Private John Halliday received a gun-shot wound in the head, which carried away "a large portion of the scalp and bone," and left "a large irregular opening" about two inches in diameter, through which the brain might be seen pulsating. This injury was done by bits of the telegraph wire ingeniously cut up into slugs.—Private O' Leary was stricken by a large fragment of shell, and at first appeared not to be seriously injured. Presently he complained of headache and sickness, and a "crucial" incision was at once made. Here was discovered a fracture, and an opening left "about the size of a shilling." The dura mater at once protruded through the wound and was punctured. In a few days convulsive fits came on, with paralysis, and he died comatose. Poor Private O' Leary! On post-mortem examination, one-half of his head, internally, was discovered to be a mass of blood and "disorganised cerebral matter."—Private M' Kenzie had been hit in the same place, and had several large fragments of bone removed from him by means of an instrument known as Hey's saw; still "inflammation of the brain and its membranes" set in, and the surgeons thought of making a closer examination, when a great frag- page 4 ment of bone was discovered, "turned edgeways," and sticking into the dura mater! Strange to say, Private M' Kenzie recovered, and is doing duty now.

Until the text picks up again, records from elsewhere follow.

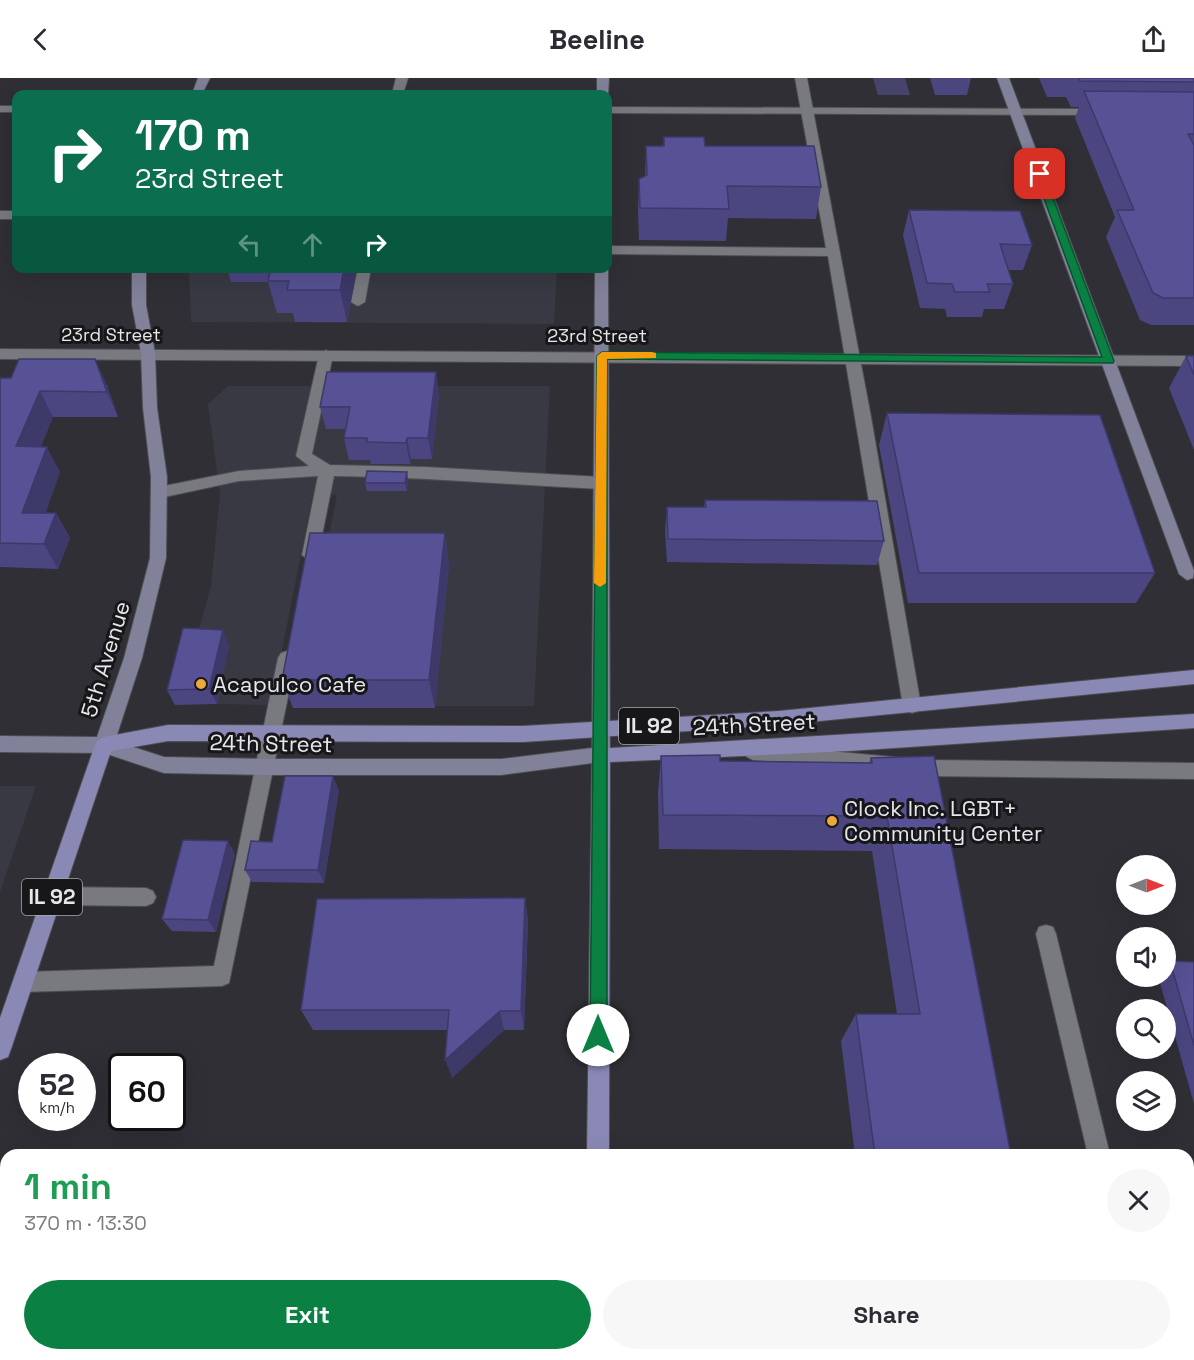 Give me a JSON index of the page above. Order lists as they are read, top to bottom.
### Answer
{
  "streets": {
    "main road": ["5th Avenue", "24th Street", "IL 92"],
    "street": ["23rd Street"]
  },
  "crossings": [
    ["23rd Street", "5th Avenue"],
    ["5th Avenue", "24th Street"],
    ["24th Street", "IL 92"]
  ],
  "places": ["Acapulco Cafe", "Clock Inc. LGBT+ Community Center"],
  "north": "right",
  "page": {
    "header": "Beeline",
    "turn": ["170 m", "23rd Street"],
    "speed": "52 km/h",
    "limit": "60",
    "heading": ["1 min", "370 m · 13:30"],
    "buttons": ["Exit", "Share"]
  }
} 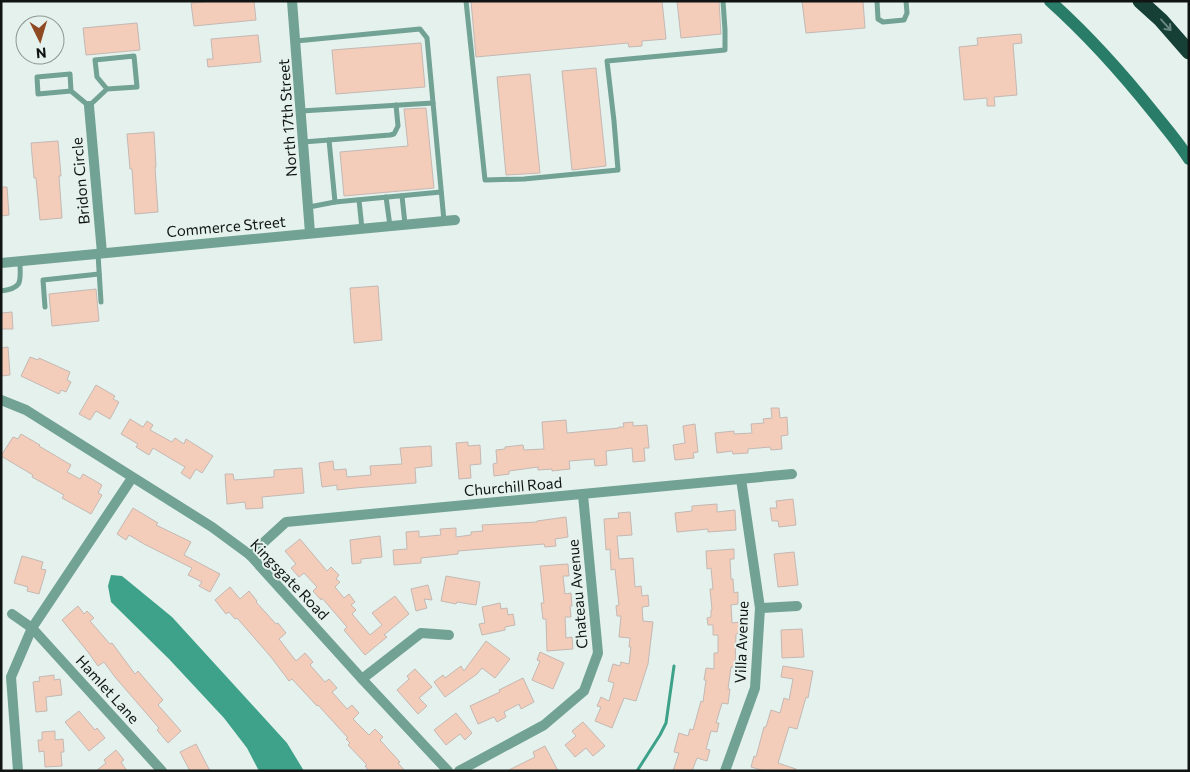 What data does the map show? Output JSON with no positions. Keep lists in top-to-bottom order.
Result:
{
  "streets": {
    "street": [
      "North 17th Street",
      "Bridon Circle",
      "Commerce Street",
      "Churchill Road",
      "Kingsgate Road",
      "Chateau Avenue",
      "Villa Avenue",
      "Hamlet Lane"
    ]
  },
  "crossings": [
    ["North 17th Street", "Commerce Street"],
    ["Bridon Circle", "Commerce Street"],
    ["Churchill Road", "Kingsgate Road"],
    ["Churchill Road", "Chateau Avenue"],
    ["Churchill Road", "Villa Avenue"]
  ],
  "north": "bottom"
} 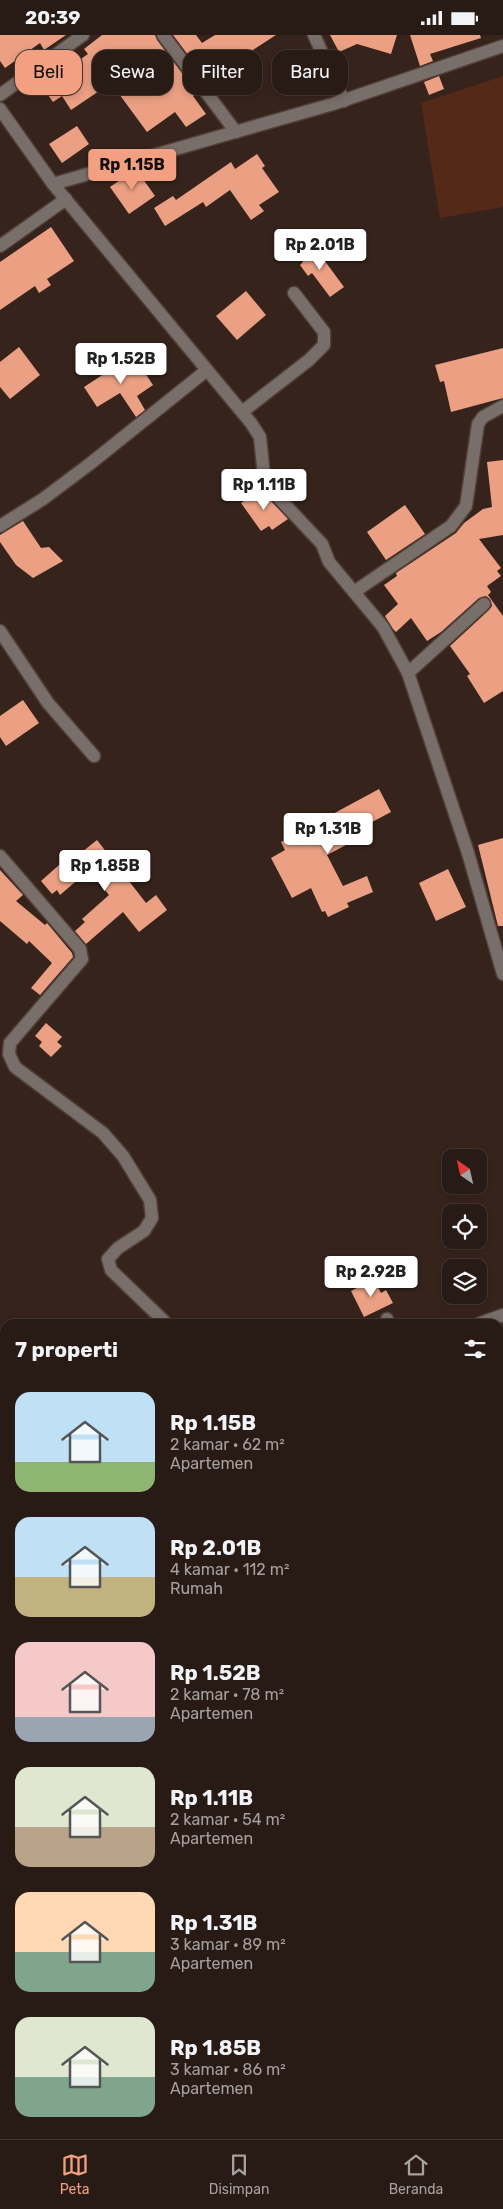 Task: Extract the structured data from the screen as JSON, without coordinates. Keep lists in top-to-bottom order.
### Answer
{
  "north": "top left",
  "page": {
    "status": "20:39",
    "chip": [
      "Beli",
      "Sewa",
      "Filter",
      "Baru"
    ],
    "price": [
      "Rp 1.15B",
      "Rp 2.01B",
      "Rp 1.52B",
      "Rp 1.11B",
      "Rp 1.31B",
      "Rp 1.85B",
      "Rp 2.92B"
    ],
    "heading": "7 properti",
    "list": [
      {
        "name": "Rp 1.15B",
        "note": "2 kamar · 62 m² · Apartemen"
      },
      {
        "name": "Rp 2.01B",
        "note": "4 kamar · 112 m² · Rumah"
      },
      {
        "name": "Rp 1.52B",
        "note": "2 kamar · 78 m² · Apartemen"
      },
      {
        "name": "Rp 1.11B",
        "note": "2 kamar · 54 m² · Apartemen"
      },
      {
        "name": "Rp 1.31B",
        "note": "3 kamar · 89 m² · Apartemen"
      },
      {
        "name": "Rp 1.85B",
        "note": "3 kamar · 86 m² · Apartemen"
      }
    ],
    "tabs": ["Peta", "Disimpan", "Beranda"]
  }
} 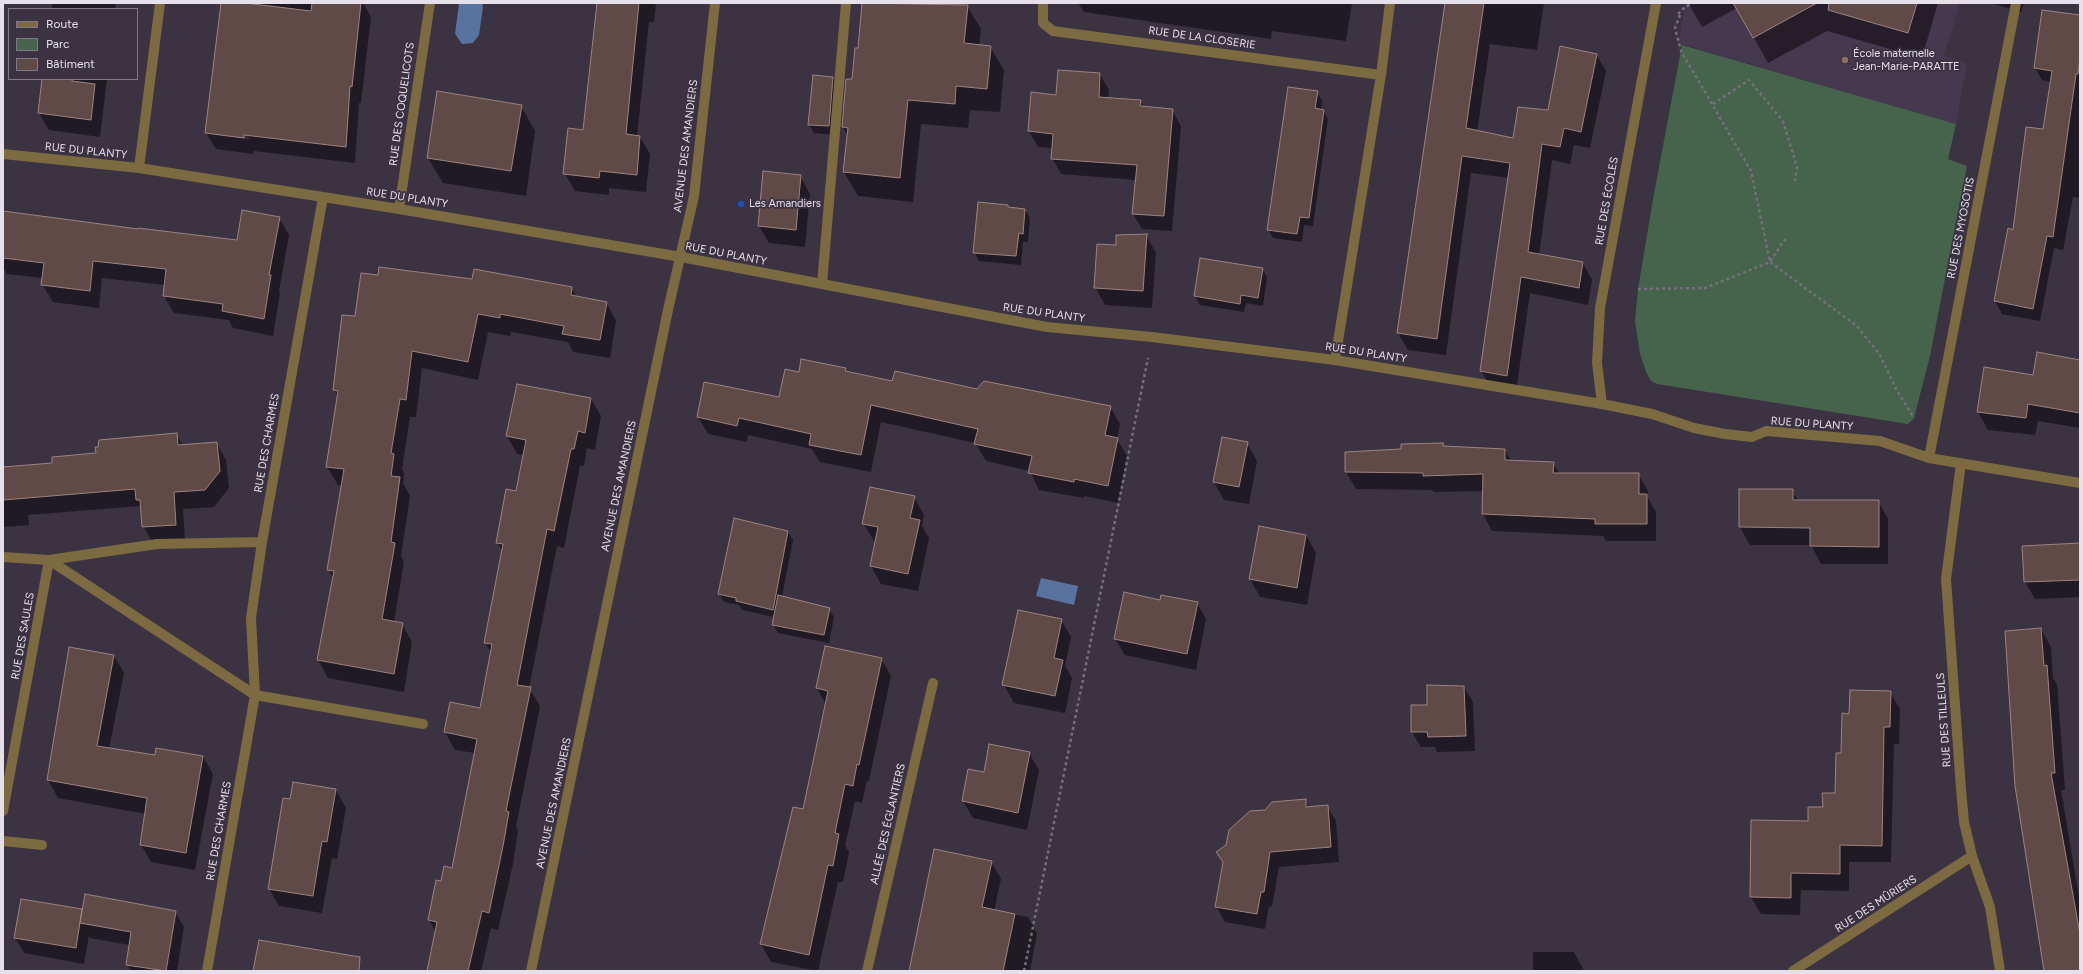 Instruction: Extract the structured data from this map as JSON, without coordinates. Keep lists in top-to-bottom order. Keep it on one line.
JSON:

Another soldier was brought in with "nearly half the roof of his skull blown off by a shell," yet who held on, till the tenth day.
Often, a ball striking on the scalp splits into two pieces, so stout is the bony texture of the skull. One fragment, however, is sure to penetrate. Sometimes, it leaves a clean round hole with cracks radiating from it in all directions as in a broken pane of glass.
Often, the ball cannot be found, and has to be groped for unsuccessfully, with the probe. One wretched private had to carry it twenty-five days in his head. Another man's piece burst in his hand, and part of the lock got imbedded under his eye, too far in to be removed. Many more were afflicted by a ball making entrance just behind the ear, and passing out over the temple.
Then come the bayonet wounds, jagged, perplexing, and painful. Now has it been thrust violently through the chest and lungs and out at the back, and is as violently withdrawn with a peculiar twist, whence come suppuration, painful gasping for breath, and all manner of horrid accompaniments. Now it has impaled the intestines, producing strange complication. Now it has pierced the lower extremity of the heart, and, curious to say, the victim has lived five days. The spine comes in, too, for its share of injury. A bullet skims through the body, smashes the lower vertebra! of the column, makes its escape on the other side. The bones come away in little pieces. The new Minié ball has, we are told, the useful property of shivering the bone into numberless splinters and fragments. The conical point acts as a wedge, and the scattering of the splinters adds much to the inflammation. So the dismal catalogue runs on.
The real horrors of war are played out to the utmost on the hospital pallet when the theatrical business is all over.